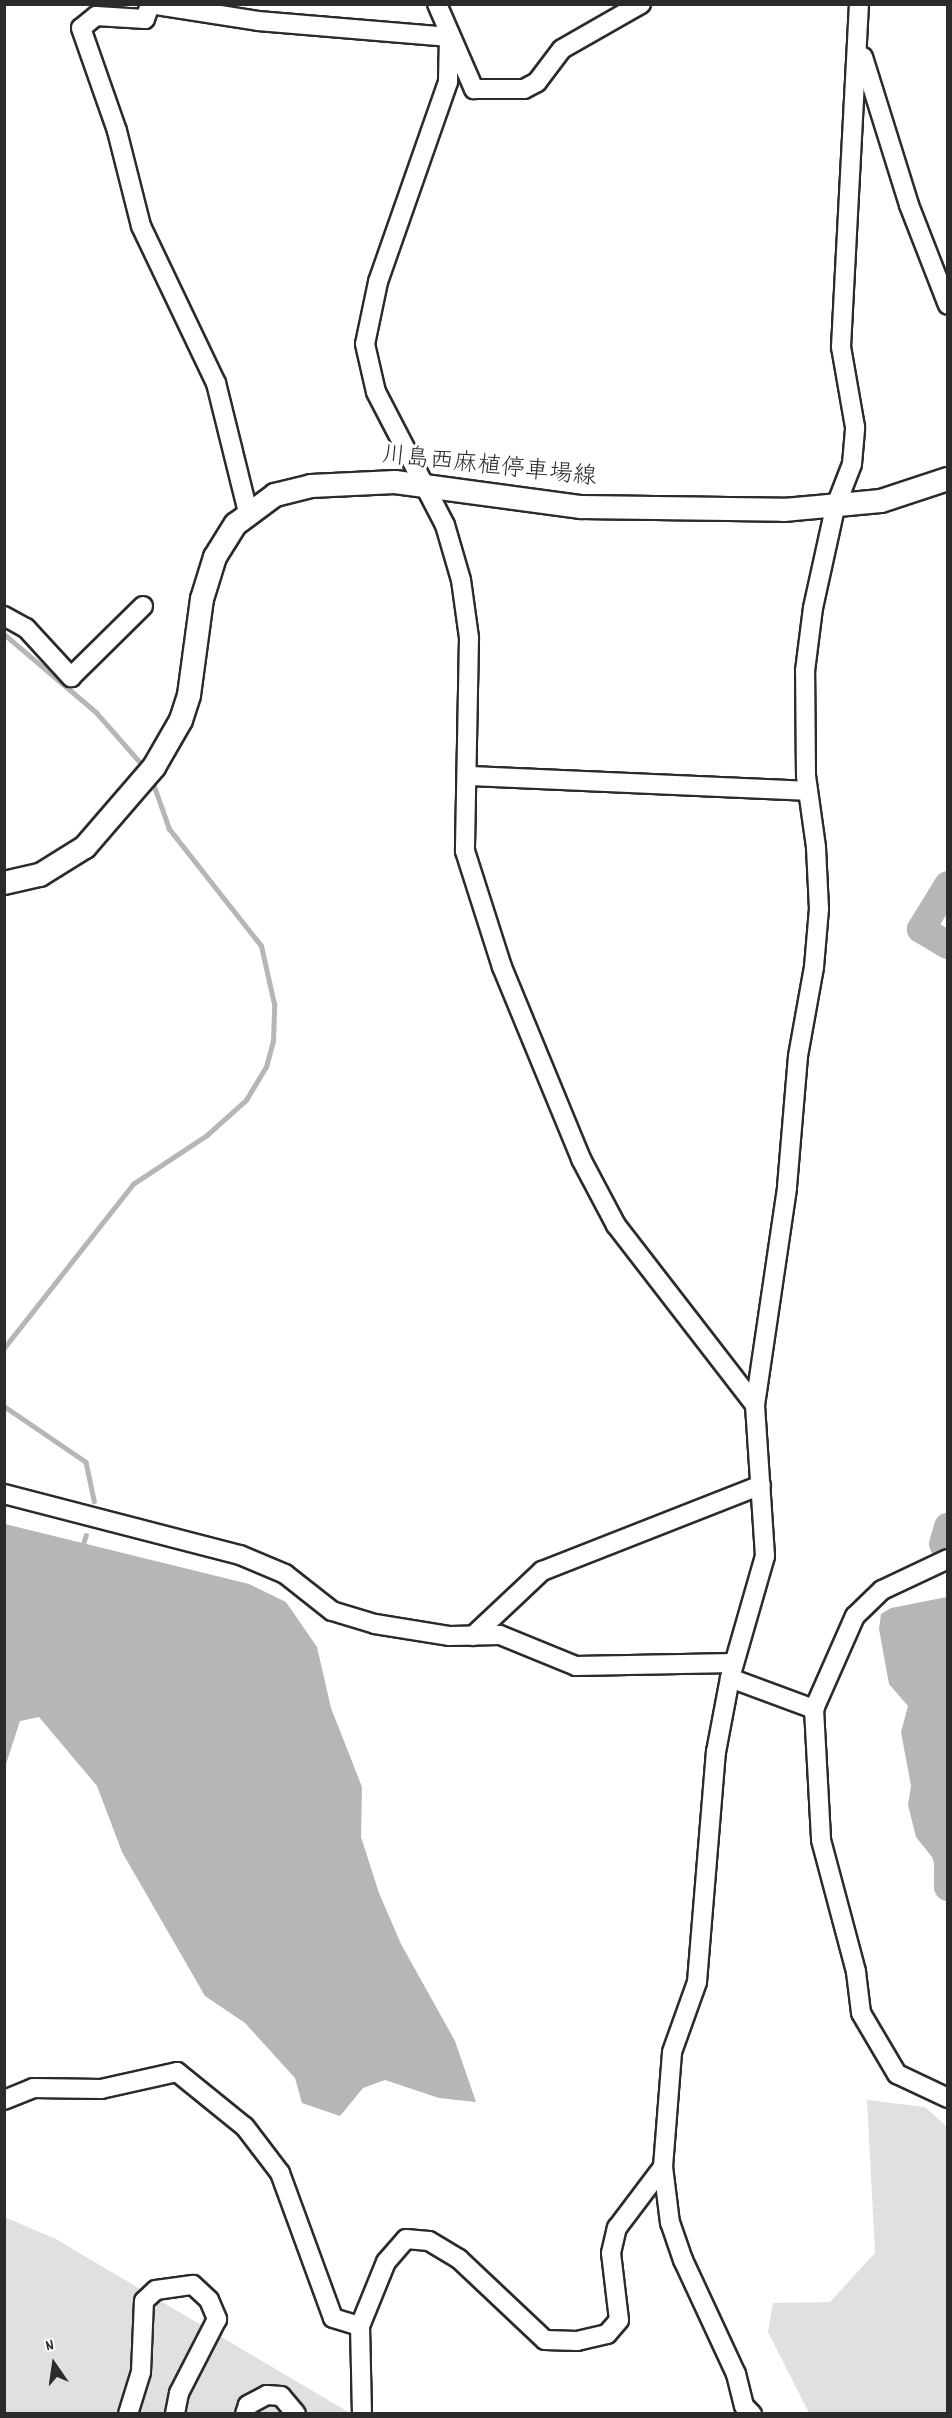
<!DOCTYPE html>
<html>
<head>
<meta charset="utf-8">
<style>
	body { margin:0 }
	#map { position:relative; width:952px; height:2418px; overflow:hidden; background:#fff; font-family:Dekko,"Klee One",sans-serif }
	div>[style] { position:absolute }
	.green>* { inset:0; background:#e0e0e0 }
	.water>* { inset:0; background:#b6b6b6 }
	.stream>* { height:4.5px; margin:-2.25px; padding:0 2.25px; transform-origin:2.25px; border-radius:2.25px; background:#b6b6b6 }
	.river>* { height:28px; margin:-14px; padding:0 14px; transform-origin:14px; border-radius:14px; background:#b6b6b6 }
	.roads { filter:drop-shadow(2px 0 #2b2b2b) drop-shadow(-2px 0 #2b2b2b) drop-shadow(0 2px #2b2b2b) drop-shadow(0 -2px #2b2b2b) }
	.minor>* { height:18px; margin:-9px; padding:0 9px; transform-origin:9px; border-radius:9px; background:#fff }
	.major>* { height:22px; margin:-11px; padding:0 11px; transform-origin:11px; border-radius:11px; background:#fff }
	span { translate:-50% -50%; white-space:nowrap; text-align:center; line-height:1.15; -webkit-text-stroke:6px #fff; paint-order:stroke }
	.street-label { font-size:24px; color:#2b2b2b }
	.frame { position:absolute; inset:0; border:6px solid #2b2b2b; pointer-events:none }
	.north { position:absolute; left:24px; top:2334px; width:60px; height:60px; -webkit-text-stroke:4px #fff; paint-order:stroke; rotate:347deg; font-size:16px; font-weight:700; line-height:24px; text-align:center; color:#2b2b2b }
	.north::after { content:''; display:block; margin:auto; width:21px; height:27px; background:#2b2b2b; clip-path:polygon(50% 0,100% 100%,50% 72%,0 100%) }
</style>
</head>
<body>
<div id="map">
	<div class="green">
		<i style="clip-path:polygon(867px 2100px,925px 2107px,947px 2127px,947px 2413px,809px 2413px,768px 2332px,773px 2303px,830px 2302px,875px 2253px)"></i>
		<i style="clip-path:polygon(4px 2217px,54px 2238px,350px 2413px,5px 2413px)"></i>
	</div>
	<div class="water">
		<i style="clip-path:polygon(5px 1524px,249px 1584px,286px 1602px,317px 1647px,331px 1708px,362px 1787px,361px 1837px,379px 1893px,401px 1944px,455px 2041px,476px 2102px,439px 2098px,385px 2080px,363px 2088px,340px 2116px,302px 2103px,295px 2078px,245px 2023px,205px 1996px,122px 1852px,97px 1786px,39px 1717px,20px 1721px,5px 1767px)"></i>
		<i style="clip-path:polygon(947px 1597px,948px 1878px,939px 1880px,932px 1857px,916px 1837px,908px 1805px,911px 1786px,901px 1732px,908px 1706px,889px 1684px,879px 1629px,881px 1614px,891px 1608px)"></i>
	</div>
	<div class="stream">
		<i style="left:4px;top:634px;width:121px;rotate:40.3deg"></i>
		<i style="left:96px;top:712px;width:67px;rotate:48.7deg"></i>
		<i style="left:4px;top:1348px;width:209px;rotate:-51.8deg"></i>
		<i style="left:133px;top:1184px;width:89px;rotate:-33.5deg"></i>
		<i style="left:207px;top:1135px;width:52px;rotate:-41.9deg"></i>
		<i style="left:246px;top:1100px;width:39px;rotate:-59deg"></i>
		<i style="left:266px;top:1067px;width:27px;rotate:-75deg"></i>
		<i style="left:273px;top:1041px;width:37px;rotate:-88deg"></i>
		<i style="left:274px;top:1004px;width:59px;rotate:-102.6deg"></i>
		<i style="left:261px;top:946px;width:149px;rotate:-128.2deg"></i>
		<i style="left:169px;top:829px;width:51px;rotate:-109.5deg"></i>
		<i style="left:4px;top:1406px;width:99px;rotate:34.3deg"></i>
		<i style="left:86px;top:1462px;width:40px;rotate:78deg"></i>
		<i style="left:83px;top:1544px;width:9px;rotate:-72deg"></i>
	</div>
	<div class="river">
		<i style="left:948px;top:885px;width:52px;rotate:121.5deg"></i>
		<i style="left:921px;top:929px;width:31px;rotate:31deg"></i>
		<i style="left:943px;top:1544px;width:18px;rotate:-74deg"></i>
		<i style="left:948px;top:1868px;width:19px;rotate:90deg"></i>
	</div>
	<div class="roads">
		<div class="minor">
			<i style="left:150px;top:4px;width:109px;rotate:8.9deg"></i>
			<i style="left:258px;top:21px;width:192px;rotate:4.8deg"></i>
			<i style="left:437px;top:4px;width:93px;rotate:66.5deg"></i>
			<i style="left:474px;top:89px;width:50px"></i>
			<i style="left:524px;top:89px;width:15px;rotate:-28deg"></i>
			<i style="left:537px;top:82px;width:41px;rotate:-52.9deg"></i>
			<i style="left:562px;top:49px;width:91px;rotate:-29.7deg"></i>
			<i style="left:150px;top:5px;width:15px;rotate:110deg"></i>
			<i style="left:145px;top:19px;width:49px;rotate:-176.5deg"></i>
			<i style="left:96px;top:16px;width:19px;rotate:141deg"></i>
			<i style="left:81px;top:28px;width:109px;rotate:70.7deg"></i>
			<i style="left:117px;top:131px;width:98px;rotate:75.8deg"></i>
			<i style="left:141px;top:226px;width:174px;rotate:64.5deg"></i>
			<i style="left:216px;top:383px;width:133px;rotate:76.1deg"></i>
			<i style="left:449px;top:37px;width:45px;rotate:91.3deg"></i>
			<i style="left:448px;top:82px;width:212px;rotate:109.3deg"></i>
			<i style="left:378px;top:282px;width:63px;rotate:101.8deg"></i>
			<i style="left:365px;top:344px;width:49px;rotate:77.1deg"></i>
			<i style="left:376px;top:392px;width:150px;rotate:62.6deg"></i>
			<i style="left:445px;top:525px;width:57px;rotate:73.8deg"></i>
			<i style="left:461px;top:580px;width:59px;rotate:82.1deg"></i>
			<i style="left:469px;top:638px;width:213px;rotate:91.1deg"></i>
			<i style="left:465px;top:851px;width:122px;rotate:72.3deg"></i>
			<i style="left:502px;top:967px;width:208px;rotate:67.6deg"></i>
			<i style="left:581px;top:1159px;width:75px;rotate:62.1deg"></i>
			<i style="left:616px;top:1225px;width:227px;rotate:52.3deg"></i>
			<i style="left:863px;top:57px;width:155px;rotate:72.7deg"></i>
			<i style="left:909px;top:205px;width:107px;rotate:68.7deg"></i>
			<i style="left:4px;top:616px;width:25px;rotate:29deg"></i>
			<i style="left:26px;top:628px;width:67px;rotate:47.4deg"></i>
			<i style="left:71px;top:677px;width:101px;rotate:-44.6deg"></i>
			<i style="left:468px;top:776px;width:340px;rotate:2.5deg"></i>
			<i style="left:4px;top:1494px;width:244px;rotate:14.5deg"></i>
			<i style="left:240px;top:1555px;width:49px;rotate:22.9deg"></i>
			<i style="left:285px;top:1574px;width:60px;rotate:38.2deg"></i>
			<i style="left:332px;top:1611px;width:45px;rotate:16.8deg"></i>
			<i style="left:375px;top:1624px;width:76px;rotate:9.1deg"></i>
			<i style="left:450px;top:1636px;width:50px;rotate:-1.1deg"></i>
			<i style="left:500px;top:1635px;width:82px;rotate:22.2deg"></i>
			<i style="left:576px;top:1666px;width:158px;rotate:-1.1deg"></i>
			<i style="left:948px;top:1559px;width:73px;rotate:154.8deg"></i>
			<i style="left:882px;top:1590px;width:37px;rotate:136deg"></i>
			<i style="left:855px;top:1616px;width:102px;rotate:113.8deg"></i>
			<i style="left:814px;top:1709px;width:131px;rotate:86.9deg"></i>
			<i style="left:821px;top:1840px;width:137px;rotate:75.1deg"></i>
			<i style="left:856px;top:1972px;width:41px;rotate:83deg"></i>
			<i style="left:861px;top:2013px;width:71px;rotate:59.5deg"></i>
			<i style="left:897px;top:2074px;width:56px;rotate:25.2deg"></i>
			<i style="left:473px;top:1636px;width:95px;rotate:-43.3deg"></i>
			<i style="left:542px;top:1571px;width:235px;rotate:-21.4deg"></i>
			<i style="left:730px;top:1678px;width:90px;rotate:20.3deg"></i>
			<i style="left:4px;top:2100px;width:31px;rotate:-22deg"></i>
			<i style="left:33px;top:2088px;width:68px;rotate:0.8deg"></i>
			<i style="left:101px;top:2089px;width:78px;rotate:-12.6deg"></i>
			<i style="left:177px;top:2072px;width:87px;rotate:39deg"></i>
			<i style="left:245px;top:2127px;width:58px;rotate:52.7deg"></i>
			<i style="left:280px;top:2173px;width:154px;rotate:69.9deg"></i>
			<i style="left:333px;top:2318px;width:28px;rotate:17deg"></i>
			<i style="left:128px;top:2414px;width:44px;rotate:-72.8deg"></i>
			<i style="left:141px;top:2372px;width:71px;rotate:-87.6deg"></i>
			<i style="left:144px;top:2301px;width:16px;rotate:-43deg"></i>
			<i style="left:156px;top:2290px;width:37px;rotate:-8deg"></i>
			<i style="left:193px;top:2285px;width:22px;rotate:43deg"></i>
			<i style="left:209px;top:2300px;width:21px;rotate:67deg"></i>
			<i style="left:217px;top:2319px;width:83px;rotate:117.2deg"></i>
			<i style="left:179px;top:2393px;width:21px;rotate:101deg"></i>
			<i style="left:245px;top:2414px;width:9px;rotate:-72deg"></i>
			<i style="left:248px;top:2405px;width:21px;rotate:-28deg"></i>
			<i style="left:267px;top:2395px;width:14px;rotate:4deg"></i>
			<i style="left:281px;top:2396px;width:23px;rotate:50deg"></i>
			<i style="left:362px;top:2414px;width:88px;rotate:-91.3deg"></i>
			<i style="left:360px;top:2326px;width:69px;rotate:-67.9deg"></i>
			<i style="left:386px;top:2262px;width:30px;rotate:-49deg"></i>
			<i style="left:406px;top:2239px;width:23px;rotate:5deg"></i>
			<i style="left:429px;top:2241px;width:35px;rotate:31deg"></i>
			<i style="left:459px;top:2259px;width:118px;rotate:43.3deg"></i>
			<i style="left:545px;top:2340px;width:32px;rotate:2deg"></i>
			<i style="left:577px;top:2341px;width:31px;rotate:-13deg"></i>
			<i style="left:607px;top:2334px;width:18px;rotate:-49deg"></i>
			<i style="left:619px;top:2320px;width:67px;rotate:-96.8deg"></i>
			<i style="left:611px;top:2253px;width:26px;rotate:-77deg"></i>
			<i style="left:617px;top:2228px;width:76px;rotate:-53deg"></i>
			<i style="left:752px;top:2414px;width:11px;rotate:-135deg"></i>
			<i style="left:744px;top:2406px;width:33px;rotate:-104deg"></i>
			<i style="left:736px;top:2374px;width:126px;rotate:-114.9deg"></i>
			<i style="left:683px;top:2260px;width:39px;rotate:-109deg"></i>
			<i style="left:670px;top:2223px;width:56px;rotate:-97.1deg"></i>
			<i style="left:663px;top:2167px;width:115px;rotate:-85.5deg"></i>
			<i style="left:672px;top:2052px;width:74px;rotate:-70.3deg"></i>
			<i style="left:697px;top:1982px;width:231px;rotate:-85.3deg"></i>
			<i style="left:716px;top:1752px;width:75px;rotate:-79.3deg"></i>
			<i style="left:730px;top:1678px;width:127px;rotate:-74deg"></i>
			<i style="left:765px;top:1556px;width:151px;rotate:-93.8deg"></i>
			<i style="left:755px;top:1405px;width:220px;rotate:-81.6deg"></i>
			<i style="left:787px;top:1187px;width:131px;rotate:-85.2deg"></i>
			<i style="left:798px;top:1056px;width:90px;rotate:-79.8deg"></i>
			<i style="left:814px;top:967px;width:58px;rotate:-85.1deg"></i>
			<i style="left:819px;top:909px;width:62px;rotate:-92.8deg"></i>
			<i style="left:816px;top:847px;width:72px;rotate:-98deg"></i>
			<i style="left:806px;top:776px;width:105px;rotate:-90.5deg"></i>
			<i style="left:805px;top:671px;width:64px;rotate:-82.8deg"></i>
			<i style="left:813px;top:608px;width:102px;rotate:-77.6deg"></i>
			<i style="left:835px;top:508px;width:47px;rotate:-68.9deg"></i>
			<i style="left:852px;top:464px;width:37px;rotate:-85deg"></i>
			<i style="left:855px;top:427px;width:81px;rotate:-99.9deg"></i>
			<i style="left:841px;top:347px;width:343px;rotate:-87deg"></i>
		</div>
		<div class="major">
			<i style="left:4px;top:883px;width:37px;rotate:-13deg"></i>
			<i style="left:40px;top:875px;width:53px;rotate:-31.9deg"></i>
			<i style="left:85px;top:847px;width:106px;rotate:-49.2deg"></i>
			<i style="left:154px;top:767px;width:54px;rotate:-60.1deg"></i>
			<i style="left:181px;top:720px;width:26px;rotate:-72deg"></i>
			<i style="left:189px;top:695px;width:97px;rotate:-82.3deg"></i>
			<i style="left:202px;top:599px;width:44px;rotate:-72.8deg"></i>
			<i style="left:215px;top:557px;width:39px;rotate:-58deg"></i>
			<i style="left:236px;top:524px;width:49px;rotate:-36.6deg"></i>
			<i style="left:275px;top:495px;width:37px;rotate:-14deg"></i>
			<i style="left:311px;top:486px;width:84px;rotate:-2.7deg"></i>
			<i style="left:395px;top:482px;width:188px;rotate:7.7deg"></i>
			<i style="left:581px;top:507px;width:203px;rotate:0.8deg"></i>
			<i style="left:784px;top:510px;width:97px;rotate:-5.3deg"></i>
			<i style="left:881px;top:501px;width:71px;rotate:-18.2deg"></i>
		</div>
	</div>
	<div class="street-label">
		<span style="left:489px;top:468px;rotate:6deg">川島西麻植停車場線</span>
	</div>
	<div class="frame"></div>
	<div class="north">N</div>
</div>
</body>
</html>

* _Required action_:
Your task is to reproduce exactly the lines from the start of the data above through the line containing "height:4.5px; margin:-2.25px; padding:0", leaving every picture out.

* _Solution to this exercise_:
<!DOCTYPE html>
<html>
<head>
<meta charset="utf-8">
<style>
	body { margin:0 }
	#map { position:relative; width:952px; height:2418px; overflow:hidden; background:#fff; font-family:Dekko,"Klee One",sans-serif }
	div>[style] { position:absolute }
	.green>* { inset:0; background:#e0e0e0 }
	.water>* { inset:0; background:#b6b6b6 }
	.stream>* { height:4.5px; margin:-2.25px; padding:0 2.25px; transform-origin:2.25px; border-radius:2.25px; background:#b6b6b6 }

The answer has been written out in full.